The competition began with Google's announcement earlier this year that it would modify saved search logs after 18 months so that particular searches couldn't be tied to specific people. That may not sound like a battle cry, but the other major search engines fired quick salvos in response to prove that they, too, care about your privacy. The planned changes vary in terms of what gets saved and for how long, but on the whole they should improve your privacy somewhat. But will they make a real difference? Or is it all PR?
"This is the most competition we've had in privacy in ten years," says Ari Schwartz of the Center for Democracy and Technology, referring to privacy-oriented changes in the works for saving search logs, serving targeted online ads, storing cookies, and working with content partners. The CDT is a Washington, D.C.-based think tank active on privacy issues, and consulted with the companies as they made their plans.
Schwartz says that while some updates, such as Google's plans for cookies, don't amount to much, others mark a definite positive change.
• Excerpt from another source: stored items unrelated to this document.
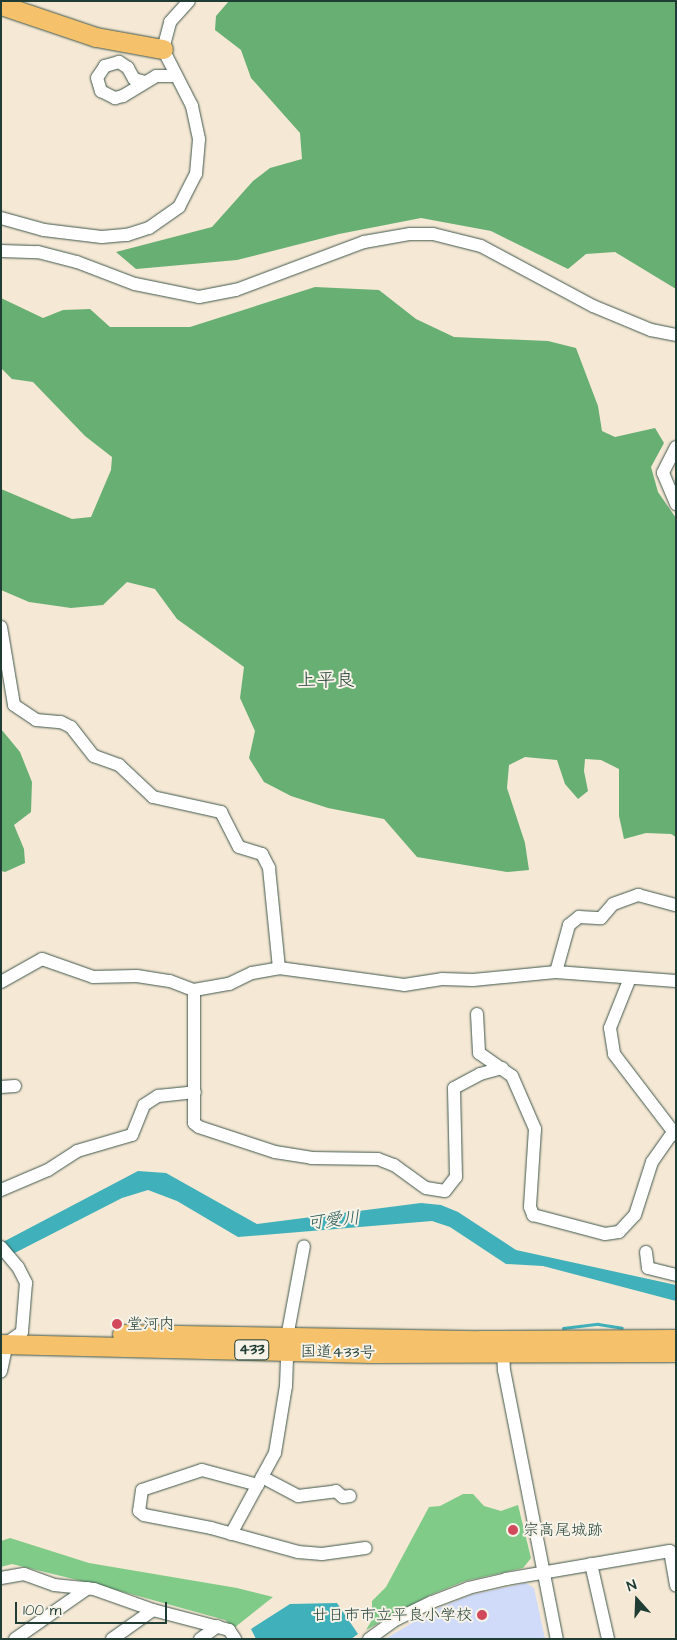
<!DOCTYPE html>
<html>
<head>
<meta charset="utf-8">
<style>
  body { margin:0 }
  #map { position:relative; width:677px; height:1640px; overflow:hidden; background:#f5e8d4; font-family:"Architects Daughter","Klee One",sans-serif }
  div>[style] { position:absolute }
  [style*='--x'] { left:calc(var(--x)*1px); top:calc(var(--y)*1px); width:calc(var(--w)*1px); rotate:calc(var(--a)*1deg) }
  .built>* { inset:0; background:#d0daf9 }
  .green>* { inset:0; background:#81cb88 }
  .forest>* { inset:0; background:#68af74 }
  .water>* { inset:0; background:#40b0ba }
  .stream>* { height:3px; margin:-1.5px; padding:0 1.5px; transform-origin:1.5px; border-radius:1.5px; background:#40b0ba }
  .roads { filter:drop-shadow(0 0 1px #3f574c) drop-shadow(0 0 1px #3f574c) }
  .minor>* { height:12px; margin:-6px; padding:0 6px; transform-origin:6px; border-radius:6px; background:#fff }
  .highway>* { height:19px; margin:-9.5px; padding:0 9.5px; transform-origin:9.5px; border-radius:9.5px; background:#f6c16b }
  .dots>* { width:14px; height:14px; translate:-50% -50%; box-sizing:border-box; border:2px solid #f7f3e8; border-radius:50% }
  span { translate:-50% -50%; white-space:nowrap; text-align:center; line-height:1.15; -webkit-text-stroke:4px #f7f3e8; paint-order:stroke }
  .shield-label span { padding:1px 4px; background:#f7f3e8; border:1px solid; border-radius:4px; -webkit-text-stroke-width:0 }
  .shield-label { font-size:15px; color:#1f3d34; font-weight:700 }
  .poi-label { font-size:16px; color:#1f3d34 }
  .left { translate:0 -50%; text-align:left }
  .right { translate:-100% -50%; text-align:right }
  .street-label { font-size:16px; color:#1f3d34 }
  .water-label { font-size:18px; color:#275a56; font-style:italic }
  .quarter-label { font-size:19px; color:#1f3d34 }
  .frame { position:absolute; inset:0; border:2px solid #1f3d34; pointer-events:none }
  .north { position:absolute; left:612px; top:1575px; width:50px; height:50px; -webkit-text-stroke:4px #f7f3e8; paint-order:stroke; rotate:340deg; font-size:14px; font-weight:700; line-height:20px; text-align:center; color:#1f3d34 }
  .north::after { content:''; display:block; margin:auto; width:18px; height:22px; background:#1f3d34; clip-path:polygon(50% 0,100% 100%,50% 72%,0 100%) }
  .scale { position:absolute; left:15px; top:1602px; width:152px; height:22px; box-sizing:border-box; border:2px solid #1f3d34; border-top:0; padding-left:6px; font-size:15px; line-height:18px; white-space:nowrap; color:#1f3d34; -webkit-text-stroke:4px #f7f3e8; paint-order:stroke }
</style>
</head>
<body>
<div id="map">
  <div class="built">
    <div style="clip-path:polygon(526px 1583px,534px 1588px,545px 1639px,385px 1639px,434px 1610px,471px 1595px)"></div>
  </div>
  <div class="green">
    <div style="clip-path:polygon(463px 1494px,473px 1494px,484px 1506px,501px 1511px,518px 1505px,531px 1558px,528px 1562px,523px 1568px,465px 1581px,430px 1595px,366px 1630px,372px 1620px,372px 1601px,386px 1587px,429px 1507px,440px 1506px)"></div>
    <div style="clip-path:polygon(10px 1538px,89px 1563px,237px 1588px,273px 1597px,234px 1628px,225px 1620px,102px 1586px,12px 1564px,1px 1567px,1px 1541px)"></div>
  </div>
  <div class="forest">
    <div style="clip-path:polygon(229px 1px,676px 1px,676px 289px,615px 252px,586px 254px,568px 269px,491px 231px,421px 218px,339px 234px,237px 260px,136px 269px,116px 252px,212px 227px,253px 181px,270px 168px,302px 159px,300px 133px,251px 78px,241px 50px,215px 30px,216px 16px)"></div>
    <div style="clip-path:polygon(315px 287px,379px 290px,416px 319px,454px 337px,548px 341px,576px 348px,598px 406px,602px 431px,615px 437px,655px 428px,664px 443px,651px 467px,658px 492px,676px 518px,676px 837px,671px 834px,646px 833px,624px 839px,619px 816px,619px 769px,601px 760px,585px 759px,584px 771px,588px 791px,578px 799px,565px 784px,557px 760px,525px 757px,509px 765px,507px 788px,525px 843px,529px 870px,507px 872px,417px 857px,384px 819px,328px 808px,291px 796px,264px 782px,249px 758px,255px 731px,240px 698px,244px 667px,177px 619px,155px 589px,127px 582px,103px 605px,71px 608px,29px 602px,1px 590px,1px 489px,72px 519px,91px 517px,111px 470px,112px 457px,85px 436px,33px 382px,12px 379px,1px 368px,1px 298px,43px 318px,63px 310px,90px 309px,110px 327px,190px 327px)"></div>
    <div style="clip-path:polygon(1px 729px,20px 752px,32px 782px,31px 812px,14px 825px,24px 849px,25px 863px,5px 872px,1px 871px)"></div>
  </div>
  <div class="water">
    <div style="clip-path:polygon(138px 1171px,166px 1173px,257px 1224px,421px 1203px,441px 1205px,458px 1212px,516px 1250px,676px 1285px,676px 1301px,543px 1266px,506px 1264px,450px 1227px,432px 1221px,238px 1237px,177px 1201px,148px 1190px,122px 1198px,1px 1260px,1px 1243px)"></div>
    <div style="clip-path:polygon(337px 1603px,358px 1634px,351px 1639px,256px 1639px,251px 1629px,290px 1604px)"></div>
  </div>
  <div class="stream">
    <div style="--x:563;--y:1328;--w:35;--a:-7"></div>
    <div style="--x:598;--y:1324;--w:24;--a:9"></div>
  </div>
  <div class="roads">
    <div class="minor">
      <div style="--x:145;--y:82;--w:11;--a:-165"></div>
      <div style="--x:134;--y:79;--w:13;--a:-119"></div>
      <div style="--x:128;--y:68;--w:11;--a:-146"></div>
      <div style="--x:119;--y:62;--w:15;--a:164"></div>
      <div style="--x:105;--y:66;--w:14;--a:124"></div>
      <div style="--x:97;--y:78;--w:14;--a:73"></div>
      <div style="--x:101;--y:91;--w:16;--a:27"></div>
      <div style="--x:115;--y:98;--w:8;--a:-14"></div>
      <div style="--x:123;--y:96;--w:39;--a:-31"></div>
      <div style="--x:156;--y:76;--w:20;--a:0"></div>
      <div style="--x:1;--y:218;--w:45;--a:15.6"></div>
      <div style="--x:44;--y:230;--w:58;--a:6.9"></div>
      <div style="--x:102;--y:237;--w:25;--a:-5"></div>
      <div style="--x:127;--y:235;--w:23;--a:-18"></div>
      <div style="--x:149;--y:228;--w:37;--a:-35"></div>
      <div style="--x:179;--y:207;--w:37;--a:-63"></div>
      <div style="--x:196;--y:174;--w:35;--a:-85"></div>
      <div style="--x:199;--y:139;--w:34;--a:-102"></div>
      <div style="--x:192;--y:106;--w:64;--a:-117"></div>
      <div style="--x:163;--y:49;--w:28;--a:-75"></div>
      <div style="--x:170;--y:22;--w:28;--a:-48"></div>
      <div style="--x:1;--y:251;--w:37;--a:2"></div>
      <div style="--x:38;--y:252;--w:40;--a:14.4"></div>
      <div style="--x:77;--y:262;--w:62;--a:20.8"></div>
      <div style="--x:135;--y:284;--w:65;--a:11.5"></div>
      <div style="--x:199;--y:297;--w:38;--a:-11"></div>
      <div style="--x:236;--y:290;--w:137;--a:-20.6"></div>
      <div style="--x:364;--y:242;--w:47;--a:-9.9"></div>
      <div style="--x:410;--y:234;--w:23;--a:0"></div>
      <div style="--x:433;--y:234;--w:49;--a:14"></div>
      <div style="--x:481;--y:246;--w:127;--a:28.2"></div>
      <div style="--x:593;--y:306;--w:63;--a:22.5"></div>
      <div style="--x:651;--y:330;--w:25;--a:11"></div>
      <div style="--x:676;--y:447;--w:29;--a:117"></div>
      <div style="--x:663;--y:473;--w:34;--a:67"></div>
      <div style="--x:1;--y:627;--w:79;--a:80.5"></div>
      <div style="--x:14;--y:705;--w:27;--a:34"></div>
      <div style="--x:36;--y:720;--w:25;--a:5"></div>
      <div style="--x:61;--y:722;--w:11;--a:27"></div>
      <div style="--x:71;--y:727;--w:37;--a:52"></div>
      <div style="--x:94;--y:756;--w:27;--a:20"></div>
      <div style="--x:119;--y:765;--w:47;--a:43.3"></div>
      <div style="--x:153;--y:797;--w:70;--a:12.4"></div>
      <div style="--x:221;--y:812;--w:39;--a:63"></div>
      <div style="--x:239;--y:847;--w:24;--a:17"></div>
      <div style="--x:262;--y:854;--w:16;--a:63"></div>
      <div style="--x:269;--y:868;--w:100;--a:84.3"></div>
      <div style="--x:556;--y:972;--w:49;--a:-74.5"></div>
      <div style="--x:569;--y:925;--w:13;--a:-39"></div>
      <div style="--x:579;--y:917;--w:22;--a:3"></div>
      <div style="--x:601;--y:918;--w:18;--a:-49"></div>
      <div style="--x:613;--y:904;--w:27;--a:-20"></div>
      <div style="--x:638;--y:895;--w:39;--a:15"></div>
      <div style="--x:630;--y:978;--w:54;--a:111.8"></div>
      <div style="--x:610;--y:1028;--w:26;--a:81"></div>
      <div style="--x:614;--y:1054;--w:102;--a:52.6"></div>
      <div style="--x:1;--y:982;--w:47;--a:-29.3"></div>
      <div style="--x:42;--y:959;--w:54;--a:19.4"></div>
      <div style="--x:93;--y:977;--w:44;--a:-1.3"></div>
      <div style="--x:137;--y:976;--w:33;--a:9"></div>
      <div style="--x:170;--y:981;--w:26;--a:21"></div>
      <div style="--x:194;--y:990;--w:36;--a:-10"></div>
      <div style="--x:229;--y:984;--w:25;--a:-26"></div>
      <div style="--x:252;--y:973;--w:27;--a:-10"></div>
      <div style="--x:279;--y:968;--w:126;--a:7.7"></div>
      <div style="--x:404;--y:985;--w:38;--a:-9"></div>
      <div style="--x:442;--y:979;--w:31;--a:2"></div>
      <div style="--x:473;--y:980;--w:83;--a:-5.5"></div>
      <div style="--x:556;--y:972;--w:120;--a:4.3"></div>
      <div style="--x:194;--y:990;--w:133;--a:90"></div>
      <div style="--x:194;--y:1123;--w:6;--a:39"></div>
      <div style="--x:199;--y:1127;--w:80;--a:18.2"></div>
      <div style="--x:275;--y:1152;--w:36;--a:9"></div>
      <div style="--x:311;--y:1158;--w:67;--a:0.9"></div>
      <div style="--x:378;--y:1159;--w:17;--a:21"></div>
      <div style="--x:394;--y:1165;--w:39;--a:36"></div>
      <div style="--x:426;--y:1188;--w:19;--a:9"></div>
      <div style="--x:445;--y:1191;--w:18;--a:-52"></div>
      <div style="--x:456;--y:1177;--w:89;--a:-91.3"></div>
      <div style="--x:454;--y:1088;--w:30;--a:-28"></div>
      <div style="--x:480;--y:1074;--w:23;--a:-15"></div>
      <div style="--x:477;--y:1014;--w:39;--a:87"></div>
      <div style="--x:479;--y:1053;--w:40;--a:34.9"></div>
      <div style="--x:512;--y:1076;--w:58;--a:66.5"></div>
      <div style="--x:535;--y:1129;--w:78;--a:93.7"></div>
      <div style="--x:530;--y:1207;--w:9;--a:69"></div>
      <div style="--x:533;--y:1215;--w:74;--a:14.8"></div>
      <div style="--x:605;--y:1234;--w:14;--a:-8"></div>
      <div style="--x:619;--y:1232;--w:23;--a:-47"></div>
      <div style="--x:635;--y:1215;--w:56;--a:-72.2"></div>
      <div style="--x:652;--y:1162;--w:35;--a:-55"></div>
      <div style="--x:1;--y:1087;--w:14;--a:-4"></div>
      <div style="--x:1;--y:1190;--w:51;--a:-23.1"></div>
      <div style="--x:48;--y:1170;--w:35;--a:-33"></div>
      <div style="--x:77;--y:1151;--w:57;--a:-16.2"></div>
      <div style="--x:132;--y:1135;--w:32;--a:-68"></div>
      <div style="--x:144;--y:1105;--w:17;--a:-33"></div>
      <div style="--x:158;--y:1096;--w:37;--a:-6"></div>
      <div style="--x:1;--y:1247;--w:26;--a:50"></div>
      <div style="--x:18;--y:1267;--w:18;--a:63"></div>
      <div style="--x:26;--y:1283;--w:49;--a:94.7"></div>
      <div style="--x:22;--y:1332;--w:19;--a:144"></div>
      <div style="--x:7;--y:1343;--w:29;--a:102"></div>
      <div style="--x:646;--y:1252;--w:16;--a:83"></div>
      <div style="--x:648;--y:1268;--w:29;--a:14"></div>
      <div style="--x:503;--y:1345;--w:25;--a:88"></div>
      <div style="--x:504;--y:1370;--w:274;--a:78.9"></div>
      <div style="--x:262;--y:1477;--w:41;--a:27.8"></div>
      <div style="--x:298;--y:1496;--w:38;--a:-7"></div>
      <div style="--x:336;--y:1491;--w:9;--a:41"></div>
      <div style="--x:343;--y:1497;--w:7;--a:-8"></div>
      <div style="--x:258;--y:1485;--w:58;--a:-165"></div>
      <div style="--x:202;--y:1470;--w:63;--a:161.6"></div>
      <div style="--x:142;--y:1490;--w:21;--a:98"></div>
      <div style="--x:139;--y:1511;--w:6;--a:39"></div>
      <div style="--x:144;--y:1515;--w:68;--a:11"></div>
      <div style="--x:211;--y:1528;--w:90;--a:15.4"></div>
      <div style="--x:298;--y:1552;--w:24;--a:5"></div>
      <div style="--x:322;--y:1554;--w:44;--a:-7.8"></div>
      <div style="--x:231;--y:1534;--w:92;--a:-61.5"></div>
      <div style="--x:275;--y:1453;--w:68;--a:-80.7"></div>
      <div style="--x:286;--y:1386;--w:54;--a:-87.9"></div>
      <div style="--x:288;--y:1332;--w:87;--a:-79.5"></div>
      <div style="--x:591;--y:1564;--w:77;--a:77.2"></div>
      <div style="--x:1;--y:1578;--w:23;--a:-10"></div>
      <div style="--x:24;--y:1574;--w:32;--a:20"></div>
      <div style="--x:54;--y:1585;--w:40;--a:5.7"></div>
      <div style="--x:94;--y:1589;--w:63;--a:19.6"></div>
      <div style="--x:153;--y:1610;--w:79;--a:14.7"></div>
      <div style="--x:229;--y:1630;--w:11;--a:56"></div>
      <div style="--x:15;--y:1639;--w:89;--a:-34.9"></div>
      <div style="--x:112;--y:1639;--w:50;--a:-35.3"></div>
      <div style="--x:200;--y:1639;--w:22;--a:-36"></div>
      <div style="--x:369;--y:1639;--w:34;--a:-36"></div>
      <div style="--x:397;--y:1619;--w:39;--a:-26"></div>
      <div style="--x:432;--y:1602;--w:39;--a:-21"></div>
      <div style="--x:468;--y:1588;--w:39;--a:-13"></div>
      <div style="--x:506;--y:1579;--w:166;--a:-9.7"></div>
      <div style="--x:670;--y:1551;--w:35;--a:80"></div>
    </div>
    <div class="highway">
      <div style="--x:1;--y:5;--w:100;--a:18.6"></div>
      <div style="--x:96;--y:37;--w:68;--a:10.2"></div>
      <div style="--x:122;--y:1334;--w:358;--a:1"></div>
      <div style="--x:480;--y:1340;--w:196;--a:-0.3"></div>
      <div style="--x:1;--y:1344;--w:370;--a:1.4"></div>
      <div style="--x:371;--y:1353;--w:305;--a:-0.2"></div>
    </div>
  </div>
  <div class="dots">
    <div style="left:117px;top:1324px;background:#d1495b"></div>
    <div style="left:513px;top:1530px;background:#d1495b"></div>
    <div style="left:482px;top:1615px;background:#d1495b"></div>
  </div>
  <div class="shield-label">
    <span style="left:252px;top:1350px">433</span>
  </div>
  <div class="poi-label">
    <span class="left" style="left:127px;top:1324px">堂河内</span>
    <span class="left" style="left:523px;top:1530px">宗高尾城跡</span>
    <span class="right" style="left:472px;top:1615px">廿日市市立平良小学校</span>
  </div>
  <div class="street-label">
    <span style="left:338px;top:1352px;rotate:1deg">国道433号</span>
  </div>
  <div class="water-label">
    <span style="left:333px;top:1221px;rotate:-6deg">可愛川</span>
  </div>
  <div class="quarter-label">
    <span style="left:326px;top:681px">上平良</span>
  </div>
  <div class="frame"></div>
  <div class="north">N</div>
  <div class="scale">100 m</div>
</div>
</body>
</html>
In particular, Microsoft and Ask's plans to hold content partners to the same policies that Microsoft and Ask will use show that the companies are trying to take steps to improve the industry, he says.
"They know that there's concern about trust on the Internet," he says. "That makes real competition for privacy."
Less Optimistic
However, other privacy advocates--while welcoming the recent attention to how our personal information is stored and used--aren't nearly as optimistic about the recent announcements.
"I'm pleased to see that the companies are addressing privacy issues," says Marc Rotenberg, executive director of the Electronic Privacy Information Center, which is also located in Washington, "but I think they have a long way to go."
In addition, according to Rotenberg, these company announcements don't address another major privacy concern.
This concern is the trend for major search and ad company mergers, such as Microsoft's recently approved purchase of aQuantive, for example, and Google's proposed purchase of DoubleClick, which could mean extensive, consolidated databases chock full of personal information.
Revised Policies
According to Schwartz, the search companies all had changes in the works, but Google sparked the competition with its announcement that it would partially anonymize user search records, first saying that search records would be saved for 18 to 24 months, and then dropping that down to 18 months.
The search giant saves records of what you searched for, based on your computer's IP address and a unique identifier stored in a cookie. After 18 months, Google will pull the cookie ID from the search record and clear the final numbers from the IP address, which won't allow for tying searches to one person but will still allow the company to peg the general geographic location.
Other companies followed suit, partly to vie with Google, partly for compliance reasons, and "partly because they thought it was the right thing for them to do," says Schwartz.
Each of the announcements appeared meant to outdo competitors. Microsoft declared it would also anonymize search logs after 18 months, but would clear the entire IP address. And Yahoo leapfrogged the others by committing to a period of only 13 months.
Ask will anonymize logs after 18 months, but it pulls far ahead of other search companies with its plans for a new AskEraser service that will give users the option to prevent storing any search records. The company announced that "searchers' privacy settings will be clearly indicated on search results pages so they always know the privacy status of their searches."
Cookie Crumbles
These changes to search log retention, which should take effect by the end of the year, are generally welcome and could help reduce the chances for another data leak fiasco along the lines of AOL's release of 20 million Web search records last year.
But Google's plan for its cookies, which sounds like an improvement on the surface, isn't receiving such a warm welcome. The company says it will drop the expiration time for its cookies, which allow the company to tie a specific search to a unique identifier contained in the cookie, from 30 years down to 2 years.
However, "the two-year rule is not a particularly good one for privacy," Schwartz says. It's a mild improvement, but unlike now with the 30-year cookie, the two-year version will auto-renew every time you visit Google. That allows for a theoretical life-span well beyond three decades, given how often the average person runs a Google search--if a particular PC and browser actually stuck around that long.